Kenya: A Year Since 147 Died in Garissa Attack

World Watch Monitor | Updated: Apr 04, 2016

Kenya: A Year Since 147 Died in Garissa Attack

April 2 marked one year since a handful of Al-Shabaab militants stormed the University campus in Garissa – in Kenya’s volatile east, near the Somali border – and slaughtered 147 mostly Christian students.

The attackers arrived early in the morning, cornered students at morning prayers, killed them and then roved through the dorms to separate Christians from the remaining students and kill them. A sniper waited outside to kill those who tried to flee.
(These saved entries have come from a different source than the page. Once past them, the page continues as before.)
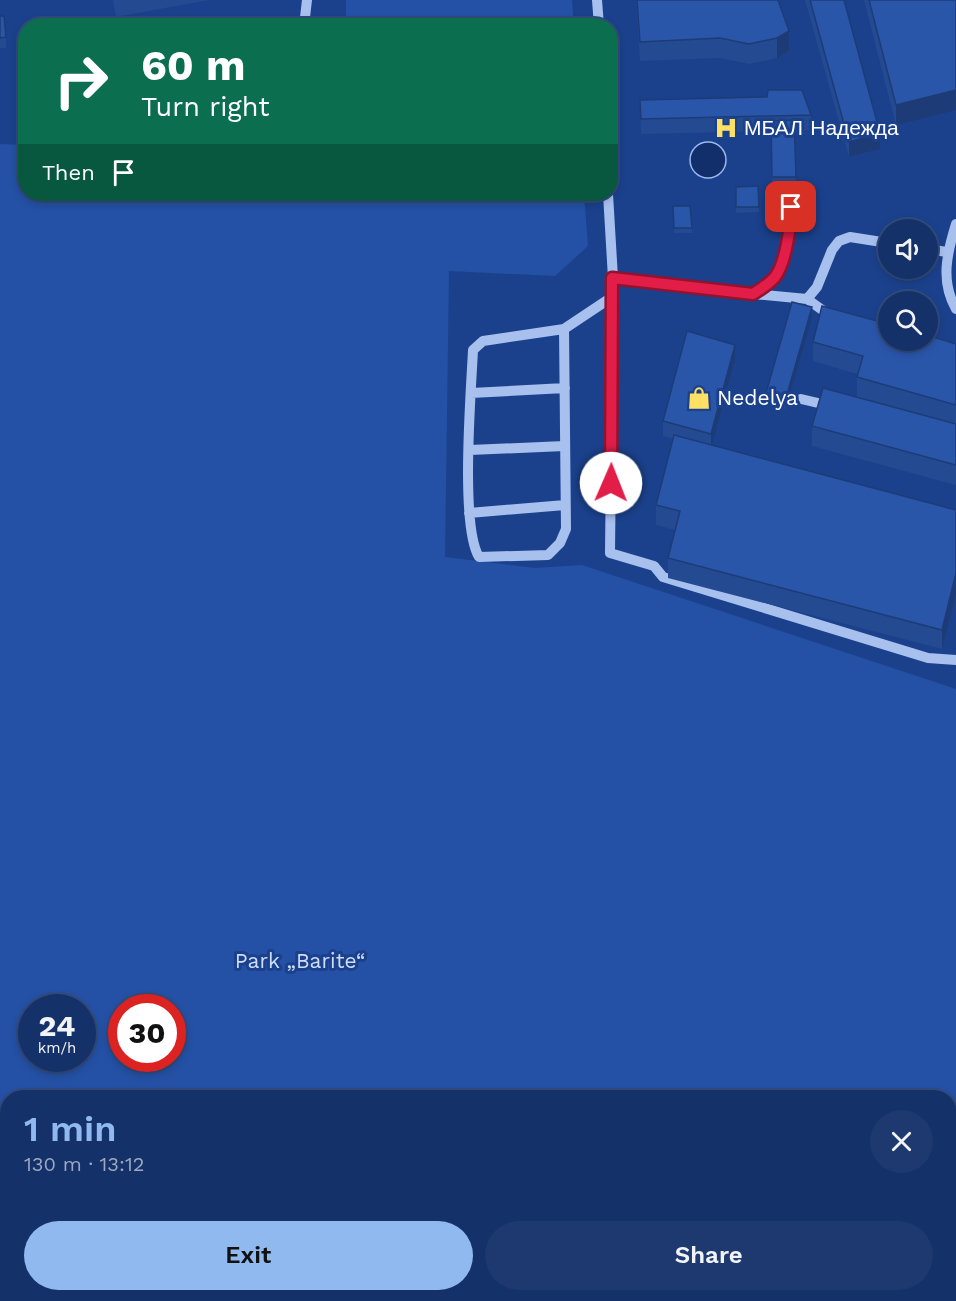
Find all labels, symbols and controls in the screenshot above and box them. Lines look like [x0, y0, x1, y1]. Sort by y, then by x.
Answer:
text: 60 m [141, 41, 245, 90]
icon: right [42, 42, 120, 120]
text: Turn right [141, 91, 270, 123]
hospital icon: МБАЛ Надежда [713, 115, 739, 141]
place label: МБАЛ Надежда [744, 115, 899, 140]
icon: arrive [107, 156, 140, 189]
text: Then [42, 160, 95, 185]
pin [765, 181, 816, 232]
icon: arrive [774, 190, 807, 223]
map controls [878, 219, 938, 351]
button: sound [878, 219, 938, 279]
button: search [878, 291, 938, 351]
shop icon: Nedelya [686, 385, 712, 411]
place label: Nedelya [717, 385, 798, 410]
position arrow [579, 451, 643, 515]
park label: Park „Barite“ [235, 948, 365, 973]
speed limit sign: 30 [108, 994, 186, 1072]
text: 24 [39, 1008, 75, 1043]
text: km/h [38, 1039, 76, 1057]
text: 1 min [24, 1108, 116, 1150]
button: close [870, 1110, 933, 1173]
text: 130 m · 13:12 [24, 1152, 144, 1176]
button: Exit [24, 1221, 473, 1290]
button: Share [485, 1221, 933, 1290]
The siege lasted 15 hours.

After one woman was shot in the head, her blood traced the outlines of her body onto the floor. The imprint refuses to wash off, symbolically showing that the effects of attacks such as this cannot simply be washed away.

After the attack, World Watch Monitor heard from Frederick Gitonga, the 21-year-old Chairman of the University’s Christian Union. Here he speaks about the impact of last year’s attacks. Also interviewed is a local church leader.

One year on, outsiders still wonder how an attack like that was even possible. But attacks on soft targets like the University students have become endemic in Kenya, particularly in the Muslim-dominated north-eastern and coastal regions.

In a bid to curb attacks, additional police posts have been established in the Garissa University compound and inside the forest that borders Somalia.

Kenyan authorities have also started to build a 700km-long wall along the Kenya-Somalia border to keep the Somali-based militants out. But many feel that controversial and expensive move will not succeed in limiting attacks, as Al-Shabaab is already inside Kenya, as the President himself admitted two days after the attack.

He acknowledged then that “the planners and financiers” of the attack were “deeply embedded” in Kenyan communities. “Radicalisation,” he said, “occurs in the full glare of day, in madrasas, in homes, and in mosques with rogue imams.”

The Garissa campus was re-opened on 4 January, 2016, nine months after the attack.

On Saturday (2 April), memorial events in Garissa will include a marathon with at least 1,000 participants, in a show of solidarity with the people of Garissa.

In Eldoret in western Kenya, at Moi University (a parent campus for the Garissa branch to which students moved to continue studies after the April closure), surviving Christian Union students and leaders plan a big programme, including tree-planting, a procession, candle-lighting, prayers, and speeches from, amongst others, the leaders of the Fellowship of Christian Union Students (FOCUS) – Kenya.

*One student, Risper Mutisya, was still being sought by her father in July 2015.